In considering possible recognition of the torts of malicious civil prosecution and abuse of process in Singapore, we bear in mind the oft-quoted observations by Denning LJ (as he then was) in the English Court of Appeal decision of Candler v Crane, Christmas & Co [1951] 2 KB 164, where the learned judge drew (at 178) a distinction between "timorous souls who were fearful of allowing a new cause of action" and "bold spirits who were ready to allow it if justice required".  These observations have, in fact, been quoted more than once by this court itself [citations omitted].  However, there is a limit to judicial law making.

This is a beautiful treatment of the seeming conflict between common law as a law-making device, renowned for its very capacity to grow and adapt to new circumstances, and the fundamental identity of the western judiciary as a creature of only corrective justice in the Aristotelian mold.  Otherwise put, the enterprise of common law often seems at odds with the purportedly non-normative job of the judge.  To set the problem in its popular American baseball metaphor, when is a judge, whose job it is only to call balls and strikes, duty-bound to change the size of the strike zone?  This problem in relation to the nature of the common law enterprises has been a puzzler in the United States at least since Holmes's Common Law and has at times generated nuances of distinction between otherwise like-minded judges in such a way as to vex legal scholars.

William the Conqueror
Of the Norman Conquest.  In examining the policy rationale for malicious (criminal) prosecution to test its applicability in the civil context, Justice Phang (¶ 87) traced the division between criminal and civil law to 1066:

The character of a criminal prosecution, carried out with a view to punishing a public wrong, is fundamentally different from that of a civil prosecution which is carried out with a view to vindicating a private right.  The difference between these two types of proceedings was explained in the following passage from an earlier decision of this court, Public Prosecutor v. UI [2008] 4 SLR(R) 500 at [52]:

... With the reign of William the Conqueror, the [English] criminal justice system, as it then stood, changed drastically.  A distinction was created between liability for private wrongs and liability for public wrongs.  Sir William Blackstone explained clearly the distinction between public wrongs and private wrongs in Commentaries on the Law of England vol 4 (A Strahan, 15th Ed, 1809) as follows (at p5):

[P]rivate wrongs, or civil injuries, are in infringement or [a] privation of the civil rights which belong to individuals, con[s]idered merely as individuals: public wrongs, or crimes and [misdemeanours] are a breach and violation of the public rights and duties, due to the whole community, con[s]idered as a community, in [its social] aggregate capacity.

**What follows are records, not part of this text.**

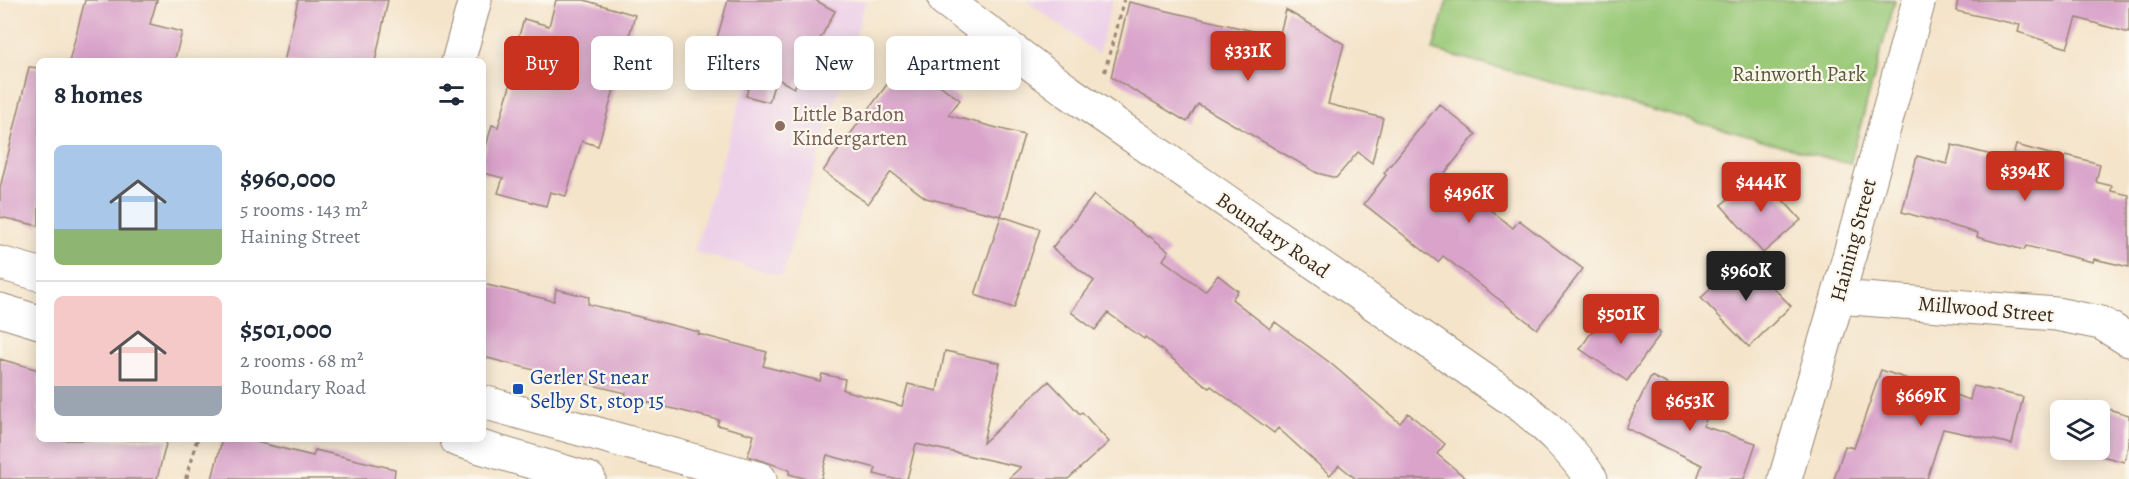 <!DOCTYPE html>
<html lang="en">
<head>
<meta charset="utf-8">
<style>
  :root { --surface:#fff; --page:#f2f2f3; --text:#1f2937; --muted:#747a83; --line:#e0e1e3; --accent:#c8321e }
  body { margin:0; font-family:Alegreya,serif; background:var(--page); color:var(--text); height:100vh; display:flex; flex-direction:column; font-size:22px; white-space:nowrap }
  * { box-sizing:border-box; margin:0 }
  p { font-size:20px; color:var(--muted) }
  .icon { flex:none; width:33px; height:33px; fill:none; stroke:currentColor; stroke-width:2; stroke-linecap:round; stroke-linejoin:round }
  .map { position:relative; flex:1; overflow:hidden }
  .sheet { position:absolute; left:36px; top:58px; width:450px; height:384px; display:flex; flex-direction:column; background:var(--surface); border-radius:9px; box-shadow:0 3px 15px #0003 }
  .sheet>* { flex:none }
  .hud { position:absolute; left:504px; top:36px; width:570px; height:54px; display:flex; gap:12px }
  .fabs { position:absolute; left:2050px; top:400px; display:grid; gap:12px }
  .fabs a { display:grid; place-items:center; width:60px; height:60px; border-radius:9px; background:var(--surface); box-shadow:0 3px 15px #0003; font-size:30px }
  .price { position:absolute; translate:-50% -51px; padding:0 14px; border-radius:6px; background:var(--accent); color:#fff; font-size:20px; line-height:39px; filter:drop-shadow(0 2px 3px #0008) }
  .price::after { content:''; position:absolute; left:50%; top:36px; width:18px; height:14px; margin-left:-9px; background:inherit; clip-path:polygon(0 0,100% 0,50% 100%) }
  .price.on { background:#222; color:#fff }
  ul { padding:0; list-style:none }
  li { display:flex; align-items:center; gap:18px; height:150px; padding:0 18px }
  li+li { border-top:2px solid var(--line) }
  li span { display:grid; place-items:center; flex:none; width:168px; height:120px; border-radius:9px; color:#555 }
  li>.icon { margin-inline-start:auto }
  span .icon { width:72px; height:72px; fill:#fffc; stroke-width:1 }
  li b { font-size:26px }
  h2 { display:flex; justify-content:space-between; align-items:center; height:72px; padding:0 18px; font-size:26px }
  .pill { padding:0 21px; border-radius:9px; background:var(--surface); box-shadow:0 3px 15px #0003; font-size:21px; line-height:54px }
  .pill.on { background:var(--accent); color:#fff }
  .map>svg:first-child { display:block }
</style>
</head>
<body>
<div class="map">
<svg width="2129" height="479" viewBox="0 0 2129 479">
  <rect width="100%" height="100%" fill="#fbf7ec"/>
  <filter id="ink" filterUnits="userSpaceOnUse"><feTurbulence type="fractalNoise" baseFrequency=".0167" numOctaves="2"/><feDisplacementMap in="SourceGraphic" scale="12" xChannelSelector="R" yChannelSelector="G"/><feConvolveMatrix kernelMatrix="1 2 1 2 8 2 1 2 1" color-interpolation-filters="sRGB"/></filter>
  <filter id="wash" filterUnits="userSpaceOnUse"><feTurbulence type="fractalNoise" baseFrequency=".008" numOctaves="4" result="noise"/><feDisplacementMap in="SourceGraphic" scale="24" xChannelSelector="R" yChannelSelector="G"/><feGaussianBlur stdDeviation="1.35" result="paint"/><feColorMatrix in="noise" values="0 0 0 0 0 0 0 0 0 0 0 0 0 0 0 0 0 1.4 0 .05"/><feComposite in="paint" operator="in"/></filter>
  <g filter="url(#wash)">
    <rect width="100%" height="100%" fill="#f4e4ca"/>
    <path fill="#edd1e9" d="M771,0l95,1 -84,275 -88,-24z
      M1026,0h87l-15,54z"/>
    <path fill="#9ac978" stroke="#6a7a4b" stroke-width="1.5" d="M1447,0h448l-45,164 -417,-114z"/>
    <g id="blocks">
      <path fill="#d9a3ca" d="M85,0h72l-7,24 32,8 -8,30h-105z
        M298,0h90l-13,62h-91z
        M556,0h28l51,15 -37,131 -16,-5 -16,55 -16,-4 -4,14 -48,-13 5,-15 -20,-5v-16l9,-32 6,2 19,-65h-6l13,-43 25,7z
        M728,0h87l20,11 -41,77 -18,-10 -7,24 -23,-6 13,-46 -42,-12z
        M1958,0h171v33l-52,-15 -10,30 -49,-16 2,-7 -64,-14z
        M1129,2l150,35 7,-27 58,34 -16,60 55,14 -11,45 -14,-11 -22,26 -19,-5 -119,-69 -11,18 -76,-45z
        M905,60l55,40 -12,15 76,20 -23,81 -75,-18 -35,-26 -23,32 -45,-33z
        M29,67l10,1v158l-39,-9v-29z
        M1439,104l37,30 -31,39 68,55 6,-8 64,49 -46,60 -94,-73 -5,6 -74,-58 22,-29 -2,-2z
        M1952,145l60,15 4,-15 49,13 1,-3 34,9 -4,18 16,4 -1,5 18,4v72l-35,-8 -1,3 -67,-16 -2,4 -47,-13 1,-4 -76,-21 15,-56 30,8z
        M1758,172l43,48 -38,33 -42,-48z
        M1094,195l54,42 1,-1 20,15 -6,9 42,31 13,-16 20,16 -6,8 38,30 5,-7 54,40 71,61 8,-10 37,31 -8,10 30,25h-111l-17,-14 -9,10 -52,-47 -4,5 -63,-47 -2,2 -64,-51 -1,2 -36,-26 -13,17 -24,-18 23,-31 -42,-33z
        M1001,216l39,13 -26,79 -39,-13z
        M1743,257l48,49 -42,41 -48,-49z
        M483,284l71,17 2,-12 33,8 -1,7 111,28 -1,2 69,18 -4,14 57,15 2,-7 23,5 -2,11 59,16 6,-22 29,7 8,-40 55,12 -17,80 66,-62 31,33 2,-2 27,30 -41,37h-60l13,-12 -105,-23 -9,35h-13l-20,-5 2,-6 -49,-13 -6,24h-14l-18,-5 1,-4 -42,-14 6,-21 -37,-10 2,-5 -94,-23 1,-4 -72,-17v-1l-71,-18z
        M1631,312l30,21 -34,48 -47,-32 21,-31 17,12z
        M0,359l39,11v70h128l-10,39h-157z
        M1881,370l89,30 3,-14 50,11 -11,47 -69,-15 -16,50h-93l11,-33 9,2z
        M1651,376l62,30 -10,20 53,17 -12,36h-47l5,-14 -76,-37z
        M2087,403l42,12v29l-5,18 -44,-12h20v-39h-15z
        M222,440h26l65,16 2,-6 80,19 -1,10h-182z"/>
    </g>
  </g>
  <g filter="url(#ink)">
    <use href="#blocks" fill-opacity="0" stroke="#988774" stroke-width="1.5"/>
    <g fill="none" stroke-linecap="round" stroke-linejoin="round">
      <defs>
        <path id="minor" d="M458,62l17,-62
          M0,263l39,11
          M1838,297l218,17 45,9 28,17
          M0,310l39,12
          M483,402l277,77
          M457,440l132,39
          M1785,479l53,-182 81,-297"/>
        <path id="major" d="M945,0l124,92 454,315c26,22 49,43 68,72"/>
      </defs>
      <use href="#minor" stroke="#988774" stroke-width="35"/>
      <use href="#major" stroke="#988774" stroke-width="35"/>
      <path stroke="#988774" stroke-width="4" stroke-dasharray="4.5 4.5" stroke-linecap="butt" d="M1105,72l19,-72
        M186,479l11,-39"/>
      <use href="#minor" stroke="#fff" stroke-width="33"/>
      <use href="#major" stroke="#fff" stroke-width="33"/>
    </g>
  </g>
  <circle fill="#8d6e63" stroke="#fbf7ec" stroke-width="2" cx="780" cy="126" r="6"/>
  <rect fill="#1a4fb4" stroke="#fbf7ec" stroke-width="2" x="512" y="383" width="12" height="12" rx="3"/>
  <g text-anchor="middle" stroke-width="4.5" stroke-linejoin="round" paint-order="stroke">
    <g font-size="21" fill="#585a39" stroke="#fbf7ec">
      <text x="1799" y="81">Rainworth Park</text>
    </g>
    <g font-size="21" fill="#785e54" stroke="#fbf7ec" text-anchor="start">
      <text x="792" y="121">Little Bardon<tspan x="792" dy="24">Kindergarten</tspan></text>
    </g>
    <g font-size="21" fill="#3b2a1e" stroke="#fbf7ec">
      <text transform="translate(1273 235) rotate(35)" y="7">Boundary Road</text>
      <text transform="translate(1853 240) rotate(-75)" y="7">Haining Street</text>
      <text transform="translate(1986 309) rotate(5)" y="7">Millwood Street</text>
    </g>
    <g font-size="21" fill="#164399" stroke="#fbf7ec" text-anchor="start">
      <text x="530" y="384">Gerler St near<tspan x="530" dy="24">Selby St, stop 15</tspan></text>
    </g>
  </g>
</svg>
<div class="fabs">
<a><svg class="icon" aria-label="layers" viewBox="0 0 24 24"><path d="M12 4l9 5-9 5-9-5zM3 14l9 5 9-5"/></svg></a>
</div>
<b class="price" style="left:1248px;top:82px">$331K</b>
<b class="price" style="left:2025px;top:202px">$394K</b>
<b class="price" style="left:1761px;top:213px">$444K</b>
<b class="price" style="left:1469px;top:224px">$496K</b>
<b class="price on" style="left:1746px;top:302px">$960K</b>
<b class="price" style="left:1621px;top:345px">$501K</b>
<b class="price" style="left:1921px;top:427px">$669K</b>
<b class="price" style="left:1690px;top:432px">$653K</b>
<div class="hud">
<a class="pill on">Buy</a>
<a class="pill">Rent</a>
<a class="pill">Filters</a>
<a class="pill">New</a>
<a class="pill">Apartment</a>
</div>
<section class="sheet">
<h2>8 homes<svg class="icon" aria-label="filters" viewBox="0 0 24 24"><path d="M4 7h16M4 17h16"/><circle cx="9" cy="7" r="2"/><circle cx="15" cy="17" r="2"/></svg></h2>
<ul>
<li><span style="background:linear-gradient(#a9c7e8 70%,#8fb573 0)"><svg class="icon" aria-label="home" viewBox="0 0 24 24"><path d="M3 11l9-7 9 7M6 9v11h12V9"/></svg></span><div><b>$960,000</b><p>5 rooms · 143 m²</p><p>Haining Street</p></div></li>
<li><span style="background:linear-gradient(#f6c9c9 75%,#9aa5b1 0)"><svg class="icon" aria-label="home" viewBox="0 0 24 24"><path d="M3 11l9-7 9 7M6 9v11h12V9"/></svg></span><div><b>$501,000</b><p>2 rooms · 68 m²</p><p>Boundary Road</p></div></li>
</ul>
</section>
</div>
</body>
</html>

As a result of the above change in the English criminal justice system, the individual victim was replaced by the State.  The offence was considered to be committed against the State and the liability of the offender was, accordingly, owed first and foremost to the State.  This is the criminal justice system which Singapore has inherited and maintains to this day.... [emphasis added by Justice Phang].

Justice Phang (¶¶ 88-90) derived from this history three salient distinctions between criminal and civil process.  First, criminal charges more than civil claims can impugn a defendant's reputation in the community.  Second, the consequences of criminal conviction are more invasive of the defendant's rights than the consequences of civil liability.  Third, criminal prosecution is an enterprise of public authorities, while civil prosecution is a private pursuit.  In all three respects, then, the need for a remedy to malicious prosecution is greater in the criminal context than in the civil context.

A useful review of abuse of process, malicious (criminal) prosecution, and "malicious use of civil process" in American law can be found in Barry A. Lindahl, 4 Modern Tort Law: Liability and Litigation ch. 40 (updated June 2018) (available on Thomson Reuters Westlaw), which begins (§ 40.1) by differentiating the three concepts.  Meanwhile Justice Phang's opinion in Lee Tat takes an elegant snapshot of the common law world.